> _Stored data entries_
============
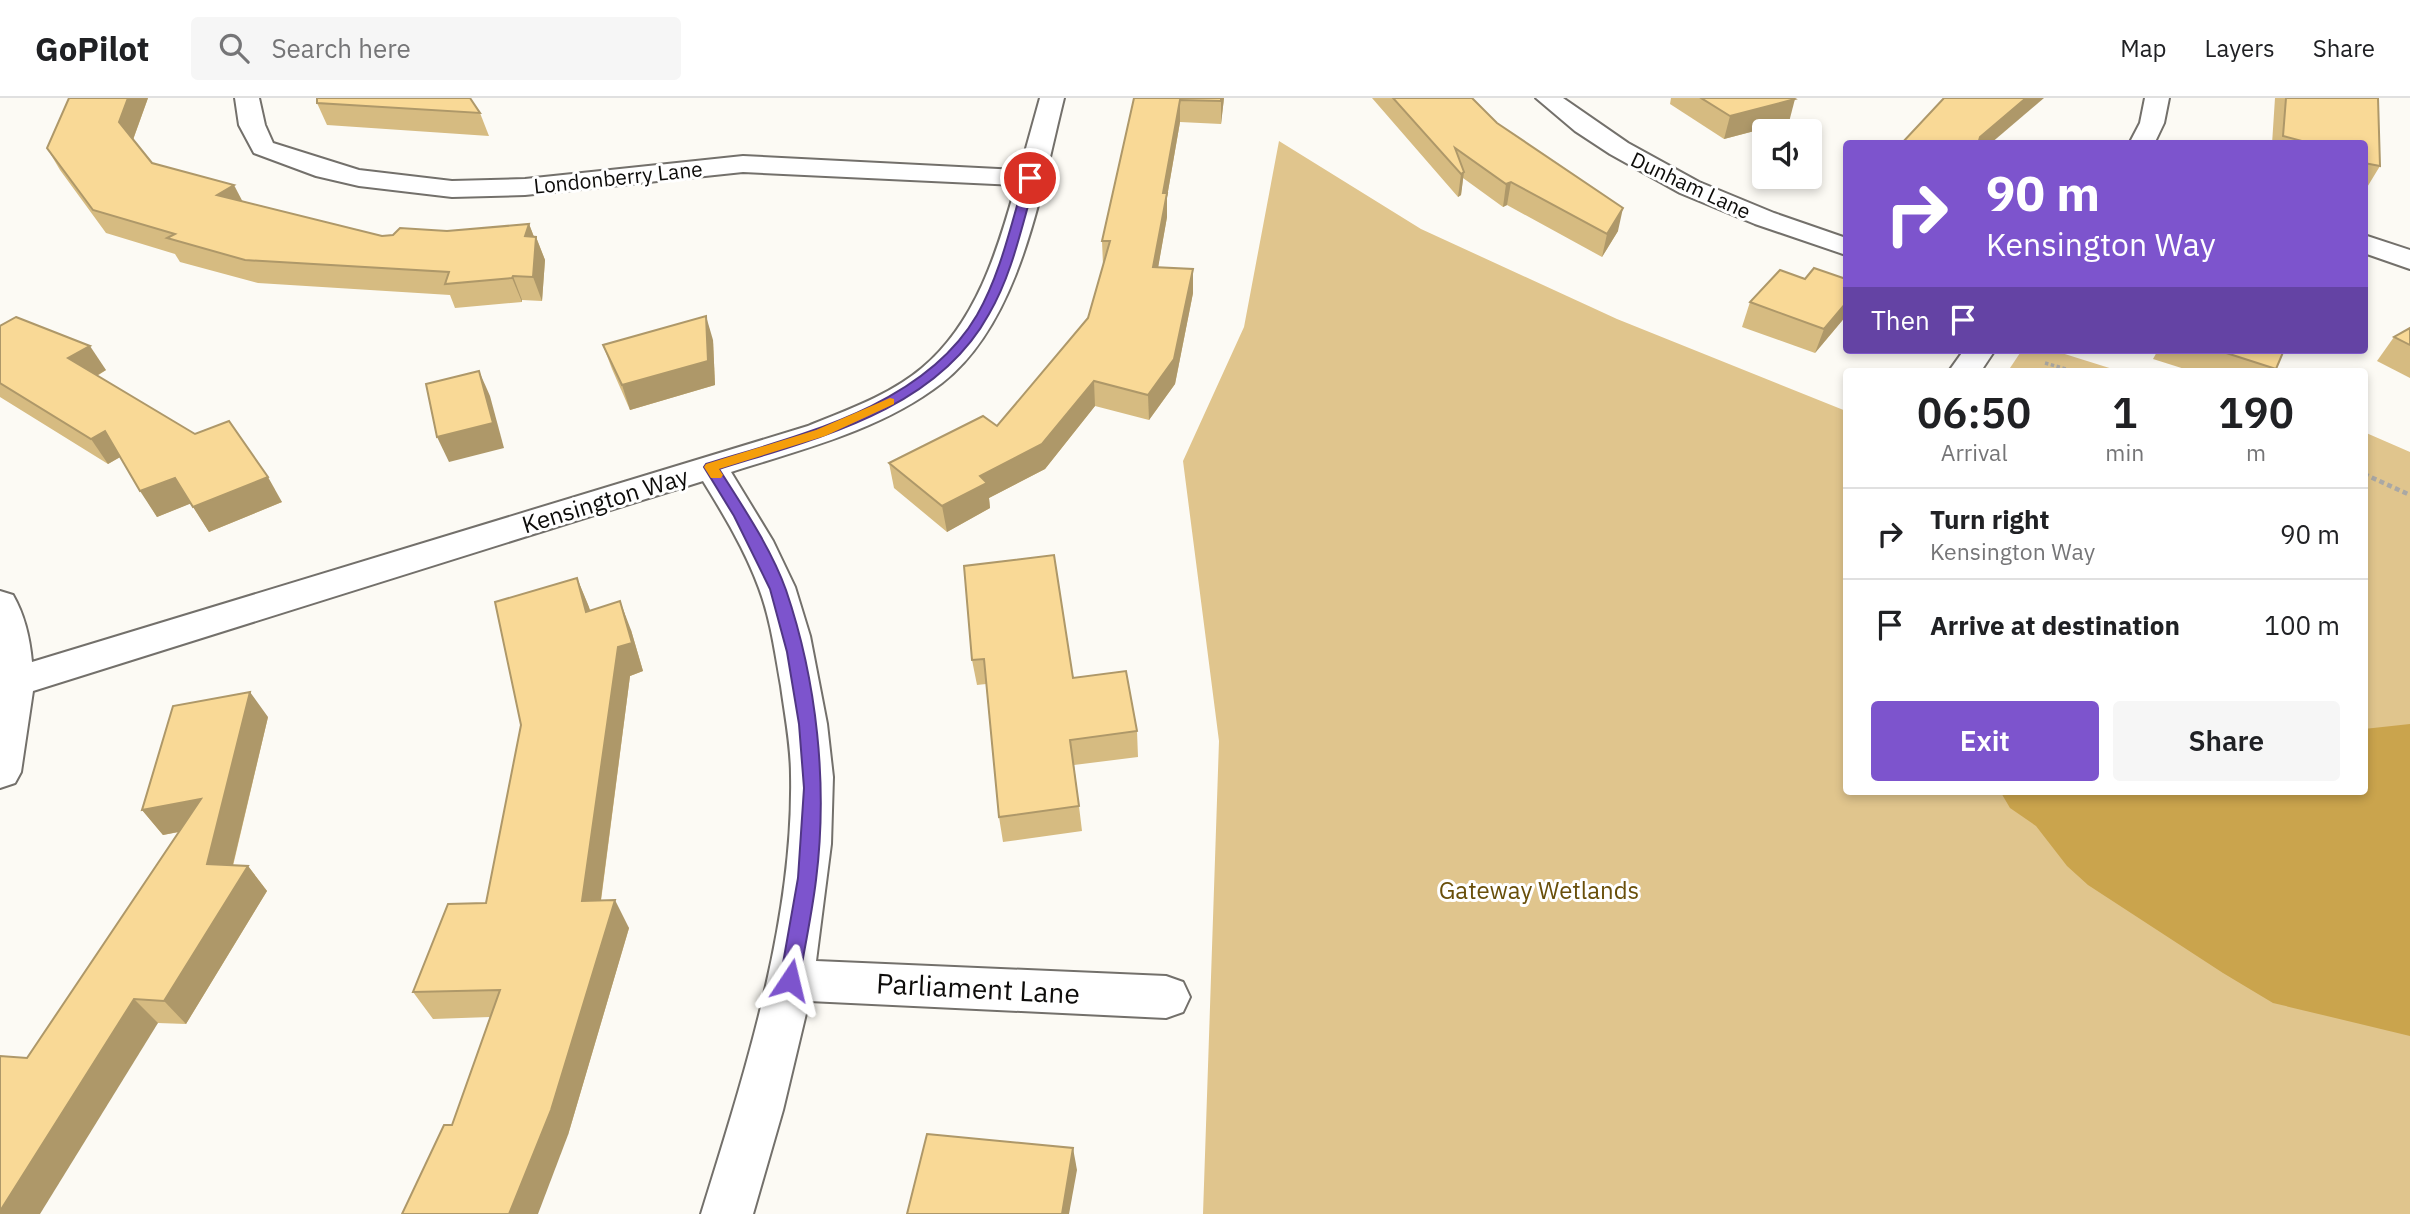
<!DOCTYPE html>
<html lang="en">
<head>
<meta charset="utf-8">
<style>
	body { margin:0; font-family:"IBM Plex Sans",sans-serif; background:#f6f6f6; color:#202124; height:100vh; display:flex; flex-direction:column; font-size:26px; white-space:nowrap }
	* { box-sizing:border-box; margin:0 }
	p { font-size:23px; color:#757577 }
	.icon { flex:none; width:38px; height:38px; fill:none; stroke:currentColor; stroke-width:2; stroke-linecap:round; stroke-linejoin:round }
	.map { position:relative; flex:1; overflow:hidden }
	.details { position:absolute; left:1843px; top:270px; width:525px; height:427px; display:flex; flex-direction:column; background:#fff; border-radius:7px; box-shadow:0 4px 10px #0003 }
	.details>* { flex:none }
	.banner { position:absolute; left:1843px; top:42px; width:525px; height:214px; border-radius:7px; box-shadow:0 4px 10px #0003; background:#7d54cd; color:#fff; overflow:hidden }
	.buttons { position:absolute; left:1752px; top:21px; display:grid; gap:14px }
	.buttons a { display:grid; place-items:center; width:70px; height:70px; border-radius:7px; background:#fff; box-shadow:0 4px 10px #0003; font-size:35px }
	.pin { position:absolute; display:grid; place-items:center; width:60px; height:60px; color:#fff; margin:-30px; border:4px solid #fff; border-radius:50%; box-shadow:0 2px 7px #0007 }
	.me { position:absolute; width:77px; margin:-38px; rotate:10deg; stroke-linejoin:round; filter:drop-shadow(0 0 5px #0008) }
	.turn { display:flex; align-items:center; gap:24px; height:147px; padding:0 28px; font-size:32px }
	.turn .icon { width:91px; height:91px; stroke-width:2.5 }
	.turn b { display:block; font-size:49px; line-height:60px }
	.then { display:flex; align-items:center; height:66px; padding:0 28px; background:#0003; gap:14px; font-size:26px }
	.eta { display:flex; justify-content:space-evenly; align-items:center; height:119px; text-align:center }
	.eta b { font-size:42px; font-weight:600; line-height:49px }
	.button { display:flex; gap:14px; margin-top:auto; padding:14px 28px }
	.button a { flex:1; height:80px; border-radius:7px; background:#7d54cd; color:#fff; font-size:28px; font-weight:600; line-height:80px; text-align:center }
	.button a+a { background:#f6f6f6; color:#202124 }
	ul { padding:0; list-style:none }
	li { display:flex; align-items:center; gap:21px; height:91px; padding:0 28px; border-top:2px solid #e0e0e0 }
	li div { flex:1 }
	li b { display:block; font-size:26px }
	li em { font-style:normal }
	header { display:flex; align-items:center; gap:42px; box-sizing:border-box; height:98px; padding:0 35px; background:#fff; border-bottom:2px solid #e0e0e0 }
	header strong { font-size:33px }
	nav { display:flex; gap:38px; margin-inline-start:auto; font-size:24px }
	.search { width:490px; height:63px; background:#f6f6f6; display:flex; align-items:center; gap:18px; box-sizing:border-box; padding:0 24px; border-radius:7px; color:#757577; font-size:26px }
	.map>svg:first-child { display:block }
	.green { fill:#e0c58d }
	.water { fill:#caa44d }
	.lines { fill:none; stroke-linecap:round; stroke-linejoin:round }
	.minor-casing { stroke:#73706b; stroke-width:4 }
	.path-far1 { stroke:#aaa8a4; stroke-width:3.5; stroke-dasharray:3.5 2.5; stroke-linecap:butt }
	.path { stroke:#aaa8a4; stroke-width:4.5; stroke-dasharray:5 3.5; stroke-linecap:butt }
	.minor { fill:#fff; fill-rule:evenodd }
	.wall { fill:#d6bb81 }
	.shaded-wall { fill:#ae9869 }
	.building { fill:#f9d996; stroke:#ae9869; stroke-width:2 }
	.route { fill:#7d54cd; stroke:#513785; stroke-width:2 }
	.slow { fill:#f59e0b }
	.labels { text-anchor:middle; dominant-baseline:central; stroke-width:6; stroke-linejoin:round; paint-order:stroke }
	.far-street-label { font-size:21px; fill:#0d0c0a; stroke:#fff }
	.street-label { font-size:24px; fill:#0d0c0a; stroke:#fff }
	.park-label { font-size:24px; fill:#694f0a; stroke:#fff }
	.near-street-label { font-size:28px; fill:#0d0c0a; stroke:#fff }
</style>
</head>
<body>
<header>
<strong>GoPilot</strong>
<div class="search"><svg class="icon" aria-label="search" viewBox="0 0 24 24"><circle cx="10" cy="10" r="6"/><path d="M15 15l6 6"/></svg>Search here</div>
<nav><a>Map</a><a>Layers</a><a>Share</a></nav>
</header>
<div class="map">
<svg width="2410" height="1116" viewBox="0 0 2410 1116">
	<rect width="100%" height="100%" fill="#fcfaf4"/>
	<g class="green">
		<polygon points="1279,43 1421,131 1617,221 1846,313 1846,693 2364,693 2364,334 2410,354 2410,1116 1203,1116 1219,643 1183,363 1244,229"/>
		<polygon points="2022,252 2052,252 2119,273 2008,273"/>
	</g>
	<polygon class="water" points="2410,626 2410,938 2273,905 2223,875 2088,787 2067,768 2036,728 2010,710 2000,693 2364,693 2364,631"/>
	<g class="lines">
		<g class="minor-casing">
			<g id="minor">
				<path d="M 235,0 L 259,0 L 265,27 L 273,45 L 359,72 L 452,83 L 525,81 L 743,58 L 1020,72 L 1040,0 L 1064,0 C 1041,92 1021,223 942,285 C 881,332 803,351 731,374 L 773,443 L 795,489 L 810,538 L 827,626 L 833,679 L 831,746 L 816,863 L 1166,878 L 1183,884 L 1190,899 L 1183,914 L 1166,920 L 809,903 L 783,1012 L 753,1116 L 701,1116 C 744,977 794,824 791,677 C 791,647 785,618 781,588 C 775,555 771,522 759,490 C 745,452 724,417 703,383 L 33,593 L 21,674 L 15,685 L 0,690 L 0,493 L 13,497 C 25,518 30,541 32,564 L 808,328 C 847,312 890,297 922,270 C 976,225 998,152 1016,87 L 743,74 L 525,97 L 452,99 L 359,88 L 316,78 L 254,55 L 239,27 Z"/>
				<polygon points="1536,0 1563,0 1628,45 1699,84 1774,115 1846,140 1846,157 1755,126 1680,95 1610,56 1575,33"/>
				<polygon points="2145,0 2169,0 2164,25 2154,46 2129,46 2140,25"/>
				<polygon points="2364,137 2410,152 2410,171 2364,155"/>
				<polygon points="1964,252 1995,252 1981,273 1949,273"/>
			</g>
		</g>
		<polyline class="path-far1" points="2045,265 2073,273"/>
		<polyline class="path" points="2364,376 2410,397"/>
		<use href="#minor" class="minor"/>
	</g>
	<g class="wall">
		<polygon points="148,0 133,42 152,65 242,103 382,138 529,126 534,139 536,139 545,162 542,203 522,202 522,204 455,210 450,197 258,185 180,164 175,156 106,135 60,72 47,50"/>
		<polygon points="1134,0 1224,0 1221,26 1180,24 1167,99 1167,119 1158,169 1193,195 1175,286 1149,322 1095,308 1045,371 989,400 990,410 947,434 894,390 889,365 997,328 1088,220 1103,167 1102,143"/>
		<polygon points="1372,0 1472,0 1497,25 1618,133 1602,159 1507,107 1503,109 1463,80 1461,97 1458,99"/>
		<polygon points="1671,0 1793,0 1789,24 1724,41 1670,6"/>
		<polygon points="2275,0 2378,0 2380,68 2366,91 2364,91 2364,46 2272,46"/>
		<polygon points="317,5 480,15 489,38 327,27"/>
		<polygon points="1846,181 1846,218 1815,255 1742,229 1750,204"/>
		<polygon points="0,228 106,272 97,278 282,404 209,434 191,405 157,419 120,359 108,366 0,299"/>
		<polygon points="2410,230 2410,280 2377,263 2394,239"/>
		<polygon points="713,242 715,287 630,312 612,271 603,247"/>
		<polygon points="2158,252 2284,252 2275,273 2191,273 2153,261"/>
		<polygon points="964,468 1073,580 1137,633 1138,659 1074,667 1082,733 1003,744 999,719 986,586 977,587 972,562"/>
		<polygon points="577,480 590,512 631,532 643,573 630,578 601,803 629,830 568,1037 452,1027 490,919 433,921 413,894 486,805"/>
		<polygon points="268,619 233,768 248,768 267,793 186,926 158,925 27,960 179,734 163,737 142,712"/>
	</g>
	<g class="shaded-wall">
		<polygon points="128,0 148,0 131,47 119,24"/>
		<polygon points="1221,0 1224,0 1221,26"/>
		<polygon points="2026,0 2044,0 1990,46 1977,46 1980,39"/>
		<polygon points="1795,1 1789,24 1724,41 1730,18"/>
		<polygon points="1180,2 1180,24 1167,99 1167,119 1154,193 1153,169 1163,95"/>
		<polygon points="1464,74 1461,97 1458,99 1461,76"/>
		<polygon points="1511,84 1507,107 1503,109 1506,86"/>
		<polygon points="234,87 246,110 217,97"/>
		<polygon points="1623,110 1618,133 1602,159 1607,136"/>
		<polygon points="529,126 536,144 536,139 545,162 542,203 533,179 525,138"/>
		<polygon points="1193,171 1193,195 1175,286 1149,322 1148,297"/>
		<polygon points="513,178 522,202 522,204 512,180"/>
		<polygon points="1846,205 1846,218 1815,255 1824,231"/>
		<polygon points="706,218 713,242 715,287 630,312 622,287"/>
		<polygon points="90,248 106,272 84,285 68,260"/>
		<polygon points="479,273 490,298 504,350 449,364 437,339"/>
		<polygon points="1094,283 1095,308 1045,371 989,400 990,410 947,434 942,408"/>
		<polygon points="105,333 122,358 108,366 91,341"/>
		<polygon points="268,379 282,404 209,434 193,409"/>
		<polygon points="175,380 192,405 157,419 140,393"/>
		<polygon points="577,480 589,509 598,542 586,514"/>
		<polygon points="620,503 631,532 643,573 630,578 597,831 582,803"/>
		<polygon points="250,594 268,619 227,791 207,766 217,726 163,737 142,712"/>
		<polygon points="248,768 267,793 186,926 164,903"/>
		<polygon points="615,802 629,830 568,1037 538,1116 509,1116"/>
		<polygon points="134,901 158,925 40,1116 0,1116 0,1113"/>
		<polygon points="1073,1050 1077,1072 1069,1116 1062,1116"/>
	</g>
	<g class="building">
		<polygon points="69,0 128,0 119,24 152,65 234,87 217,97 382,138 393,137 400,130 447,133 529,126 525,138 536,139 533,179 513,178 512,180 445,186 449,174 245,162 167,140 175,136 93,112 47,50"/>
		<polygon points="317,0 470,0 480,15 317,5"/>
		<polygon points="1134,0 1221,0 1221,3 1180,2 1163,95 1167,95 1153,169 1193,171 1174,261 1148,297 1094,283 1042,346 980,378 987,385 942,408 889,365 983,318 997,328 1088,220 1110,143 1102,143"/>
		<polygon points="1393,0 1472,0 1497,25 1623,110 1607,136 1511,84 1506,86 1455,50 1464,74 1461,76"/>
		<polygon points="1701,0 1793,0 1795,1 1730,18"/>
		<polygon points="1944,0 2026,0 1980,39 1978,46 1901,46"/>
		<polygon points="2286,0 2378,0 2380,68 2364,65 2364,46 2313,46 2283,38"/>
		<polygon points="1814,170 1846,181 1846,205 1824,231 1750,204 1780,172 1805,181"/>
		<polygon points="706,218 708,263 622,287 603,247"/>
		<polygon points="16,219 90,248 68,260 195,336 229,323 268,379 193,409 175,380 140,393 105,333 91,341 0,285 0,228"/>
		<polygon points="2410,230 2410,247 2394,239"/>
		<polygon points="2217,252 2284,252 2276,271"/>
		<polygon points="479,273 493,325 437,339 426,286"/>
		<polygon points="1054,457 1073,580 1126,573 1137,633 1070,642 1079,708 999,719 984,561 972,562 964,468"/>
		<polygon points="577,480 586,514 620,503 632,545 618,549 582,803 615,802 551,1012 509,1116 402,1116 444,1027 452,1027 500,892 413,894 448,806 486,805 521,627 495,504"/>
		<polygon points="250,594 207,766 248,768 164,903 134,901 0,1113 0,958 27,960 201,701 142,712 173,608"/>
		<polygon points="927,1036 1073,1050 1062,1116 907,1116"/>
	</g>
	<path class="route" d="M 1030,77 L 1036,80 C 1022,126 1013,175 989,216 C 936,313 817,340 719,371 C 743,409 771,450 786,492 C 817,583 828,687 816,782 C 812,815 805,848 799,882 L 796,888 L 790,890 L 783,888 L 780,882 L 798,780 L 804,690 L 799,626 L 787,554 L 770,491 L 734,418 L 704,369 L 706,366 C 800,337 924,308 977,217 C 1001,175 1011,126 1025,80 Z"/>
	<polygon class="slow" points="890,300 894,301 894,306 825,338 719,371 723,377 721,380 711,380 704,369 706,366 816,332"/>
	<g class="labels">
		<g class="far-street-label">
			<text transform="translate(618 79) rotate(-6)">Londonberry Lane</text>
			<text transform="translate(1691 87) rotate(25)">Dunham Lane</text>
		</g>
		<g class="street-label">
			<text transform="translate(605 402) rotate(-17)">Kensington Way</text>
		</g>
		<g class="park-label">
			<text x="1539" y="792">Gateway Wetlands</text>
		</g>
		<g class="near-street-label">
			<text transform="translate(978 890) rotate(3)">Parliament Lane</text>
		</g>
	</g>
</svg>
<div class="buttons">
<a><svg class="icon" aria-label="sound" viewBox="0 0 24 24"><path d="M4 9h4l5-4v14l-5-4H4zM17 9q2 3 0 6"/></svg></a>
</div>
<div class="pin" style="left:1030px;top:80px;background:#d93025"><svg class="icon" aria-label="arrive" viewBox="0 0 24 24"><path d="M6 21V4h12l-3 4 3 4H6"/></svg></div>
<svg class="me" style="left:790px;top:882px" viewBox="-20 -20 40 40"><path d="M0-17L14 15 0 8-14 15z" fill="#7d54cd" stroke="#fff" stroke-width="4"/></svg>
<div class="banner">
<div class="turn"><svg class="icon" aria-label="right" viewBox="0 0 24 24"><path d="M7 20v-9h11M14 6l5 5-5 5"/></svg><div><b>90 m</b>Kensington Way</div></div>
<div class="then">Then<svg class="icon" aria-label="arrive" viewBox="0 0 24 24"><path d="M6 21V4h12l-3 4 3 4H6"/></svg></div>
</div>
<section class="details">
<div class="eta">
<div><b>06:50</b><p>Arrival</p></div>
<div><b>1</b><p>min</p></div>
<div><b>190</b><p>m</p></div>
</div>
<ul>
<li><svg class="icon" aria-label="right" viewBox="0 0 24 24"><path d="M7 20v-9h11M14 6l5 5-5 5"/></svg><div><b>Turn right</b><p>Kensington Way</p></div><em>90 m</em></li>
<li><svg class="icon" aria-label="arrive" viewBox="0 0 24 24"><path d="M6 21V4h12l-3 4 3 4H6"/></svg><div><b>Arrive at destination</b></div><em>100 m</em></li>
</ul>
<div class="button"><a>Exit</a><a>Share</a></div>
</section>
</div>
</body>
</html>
============
> _ACTION ITEM_
Nothing but the lines from the one with "9h4l5-4v14l-5-4H4zM17 9q2 3" through the final line of the data above should be output, exactly as written.

> _SOLVED PROBLEM_
<a><svg class="icon" aria-label="sound" viewBox="0 0 24 24"><path d="M4 9h4l5-4v14l-5-4H4zM17 9q2 3 0 6"/></svg></a>
</div>
<div class="pin" style="left:1030px;top:80px;background:#d93025"><svg class="icon" aria-label="arrive" viewBox="0 0 24 24"><path d="M6 21V4h12l-3 4 3 4H6"/></svg></div>
<svg class="me" style="left:790px;top:882px" viewBox="-20 -20 40 40"><path d="M0-17L14 15 0 8-14 15z" fill="#7d54cd" stroke="#fff" stroke-width="4"/></svg>
<div class="banner">
<div class="turn"><svg class="icon" aria-label="right" viewBox="0 0 24 24"><path d="M7 20v-9h11M14 6l5 5-5 5"/></svg><div><b>90 m</b>Kensington Way</div></div>
<div class="then">Then<svg class="icon" aria-label="arrive" viewBox="0 0 24 24"><path d="M6 21V4h12l-3 4 3 4H6"/></svg></div>
</div>
<section class="details">
<div class="eta">
<div><b>06:50</b><p>Arrival</p></div>
<div><b>1</b><p>min</p></div>
<div><b>190</b><p>m</p></div>
</div>
<ul>
<li><svg class="icon" aria-label="right" viewBox="0 0 24 24"><path d="M7 20v-9h11M14 6l5 5-5 5"/></svg><div><b>Turn right</b><p>Kensington Way</p></div><em>90 m</em></li>
<li><svg class="icon" aria-label="arrive" viewBox="0 0 24 24"><path d="M6 21V4h12l-3 4 3 4H6"/></svg><div><b>Arrive at destination</b></div><em>100 m</em></li>
</ul>
<div class="button"><a>Exit</a><a>Share</a></div>
</section>
</div>
</body>
</html>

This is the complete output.